Dec 20th, 2010
by F. Grey Parker
Our American journey continues. We fight the same fights in different times and places. We fight them for different people. But these skirmishes are all part of the same, larger battle. When one victory is achieved, it more often than not often merely leads to the next round of conflict. It is good to celebrate our successes but essential that we rest not long, for there will always be more to do. The repeal of the 17 year old military policy of shame and exclusion, so wryly named Don't Ask Don't Tell, is the most recent sign that we are closer to the promise of our country.
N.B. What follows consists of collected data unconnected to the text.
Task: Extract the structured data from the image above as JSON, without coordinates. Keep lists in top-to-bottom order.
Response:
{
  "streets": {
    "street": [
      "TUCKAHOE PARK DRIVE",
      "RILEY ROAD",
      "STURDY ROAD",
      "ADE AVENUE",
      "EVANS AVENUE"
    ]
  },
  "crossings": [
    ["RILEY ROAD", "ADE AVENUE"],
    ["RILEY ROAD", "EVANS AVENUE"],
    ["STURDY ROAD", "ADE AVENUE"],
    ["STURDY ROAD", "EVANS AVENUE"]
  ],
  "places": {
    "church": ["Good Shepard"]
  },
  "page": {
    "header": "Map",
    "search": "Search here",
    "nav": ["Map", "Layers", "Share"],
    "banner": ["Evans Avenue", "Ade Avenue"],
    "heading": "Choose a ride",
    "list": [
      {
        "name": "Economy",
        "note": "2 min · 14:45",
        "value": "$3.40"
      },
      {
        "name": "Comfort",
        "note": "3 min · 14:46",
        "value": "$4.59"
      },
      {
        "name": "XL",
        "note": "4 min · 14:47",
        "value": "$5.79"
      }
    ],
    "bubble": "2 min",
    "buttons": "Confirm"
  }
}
Alas, not everyone can see this to be so.
From Raw Story:
"Senate Minority Whip Jon Kyl (R-AZ) said Sunday that the repeal of "don't ask, don't tell" could actually "cost lives" by disrupting combat units. "From a constitutional stand point, this is not a constitutional right or a constitutional issue as was the issue of racial segregation," Kyl told Fox News' Chris Wallace."
He is wrong on every level, of course. Just ask conservative stalwart Ted Olsen who has become one of the true heroes on the issues confronting lesbian and gay Americans. This is so obviously an issue of civil rights that to deny it is lunacy.
What is even more sad is the inability of hateful, angry old men to envision not just change, but what they leave in posterity. For example, it doesn't matter how many apologias were made after the death of Strom Thurmond. As with Thurmond, We will neither forget nor excuse Kyl his petty hatreds because they have actually affected the lives of millions. They will not merely have been the private thoughts of a citizen-bigot. They are a matter of historical record. One day, likely long after I am gone, Kyl's statements this morning and others he has made like them will be in the history books alongside the one that follows:
“And I want to tell you, ladies and gentlemen, that there’s not enough troops in the Army to force the Southern people to break down segregation and admit the nigger race into our theatres, into our swimming pools, into our homes and into our churches.”
Kyl, like Thurmond and many before them, is just plain wrong. He may never know it. However, history already knows it. And it is history that will never forgive.